When water is coming into your home from a plumbing fault, the order you act in matters. This calm, step-by-step guide covers electrical safety first, isolating the water, keeping people and pets safe, containing the flood and protecting your home for insurance.
There are few things more frightening in a home than water where it should not be. One minute everything is normal, the next there is water running down a wall, dripping through a ceiling, or spreading across a kitchen floor faster than you can think. When it is happening to you, panic is a completely natural response. The problem is that panic pushes people towards the wrong first move: grabbing a mop, reaching for the source, or wading in to see where it is coming from. In an internal flood caused by a plumbing fault, the first few minutes are not about cleaning up. They are about safety and about stopping more water from arriving.

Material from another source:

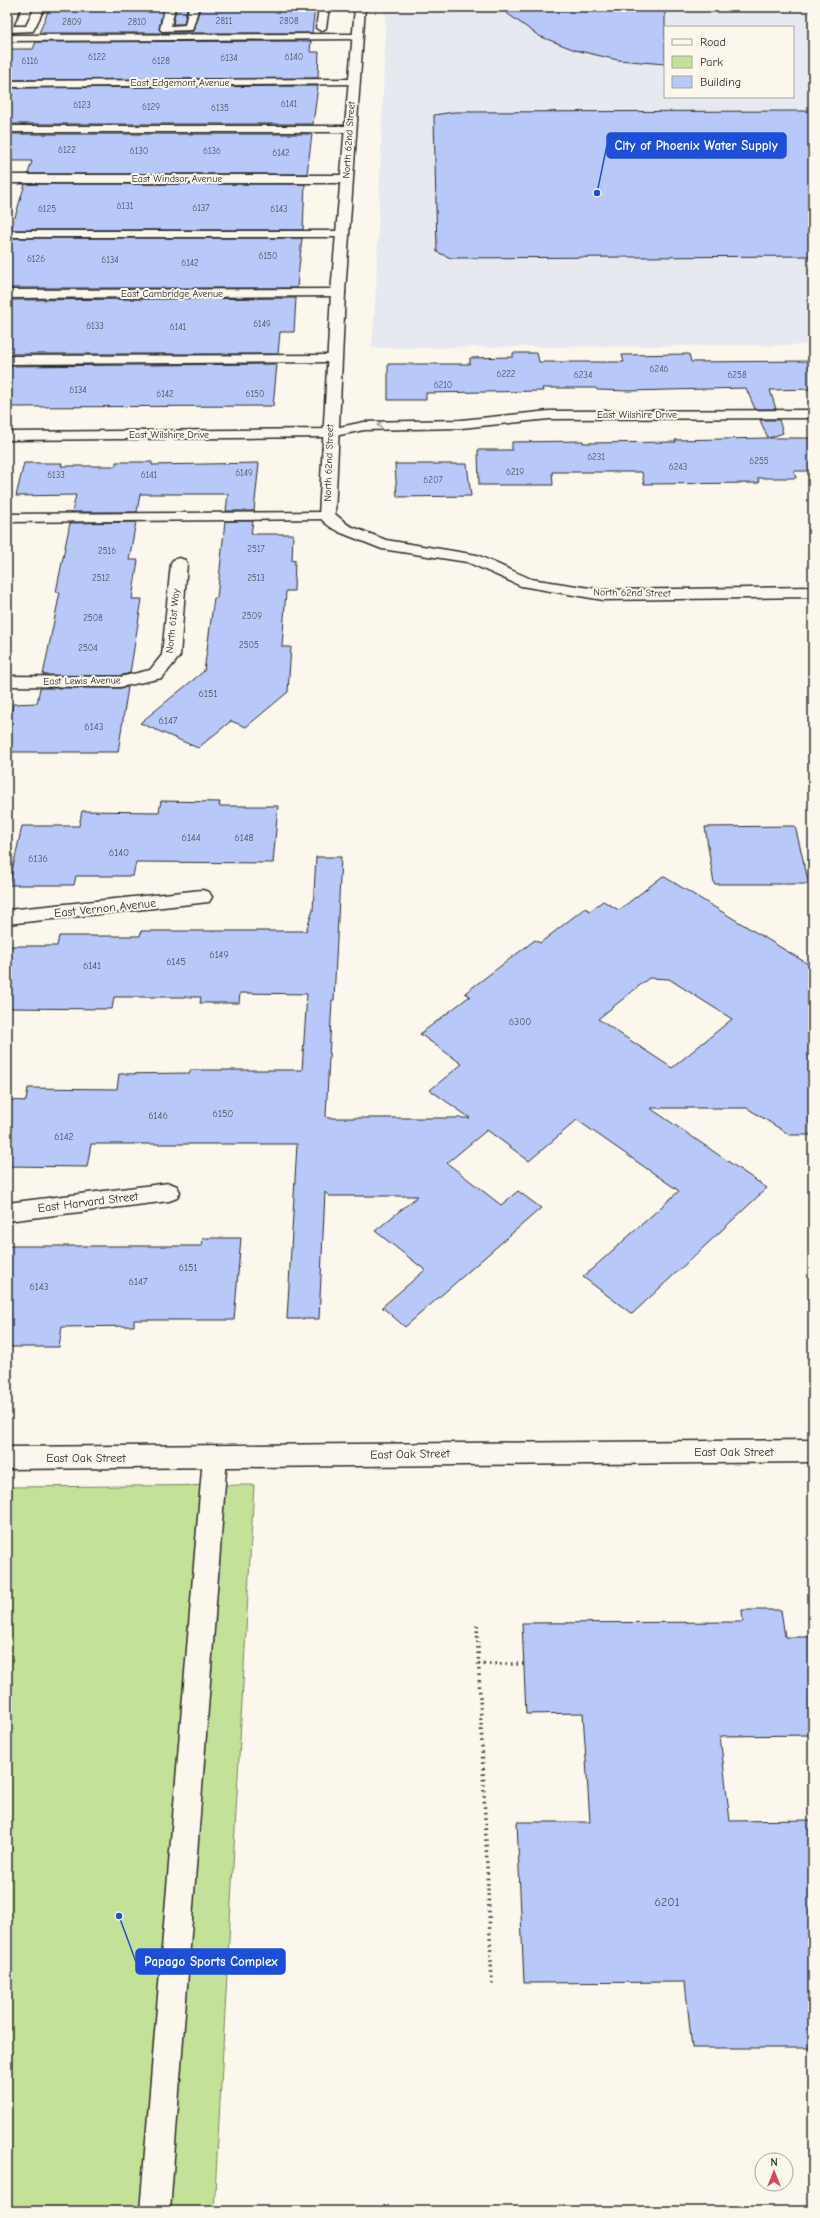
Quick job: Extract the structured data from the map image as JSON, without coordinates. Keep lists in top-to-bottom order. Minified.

This guide is written for exactly that moment. It is calm and ordered on purpose, because a clear sequence is what you need when your heart is racing. We will walk through what to do first, second and third when your home floods from a plumbing fault such as a burst pipe, a failed hot water cylinder or cold water tank, or a mains supply burst. We will also explain how plumbing flooding differs from weather or external flooding, why that difference changes what you should do, and how to protect yourself, your family and your home while you wait for a plumber to arrive. If a life is genuinely at risk at any point, stop reading and call 999.
First, understand what kind of flood you are dealing with
Not all floods are the same, and the right response depends on the source. Broadly, household flooding falls into two categories, and telling them apart quickly helps you act correctly.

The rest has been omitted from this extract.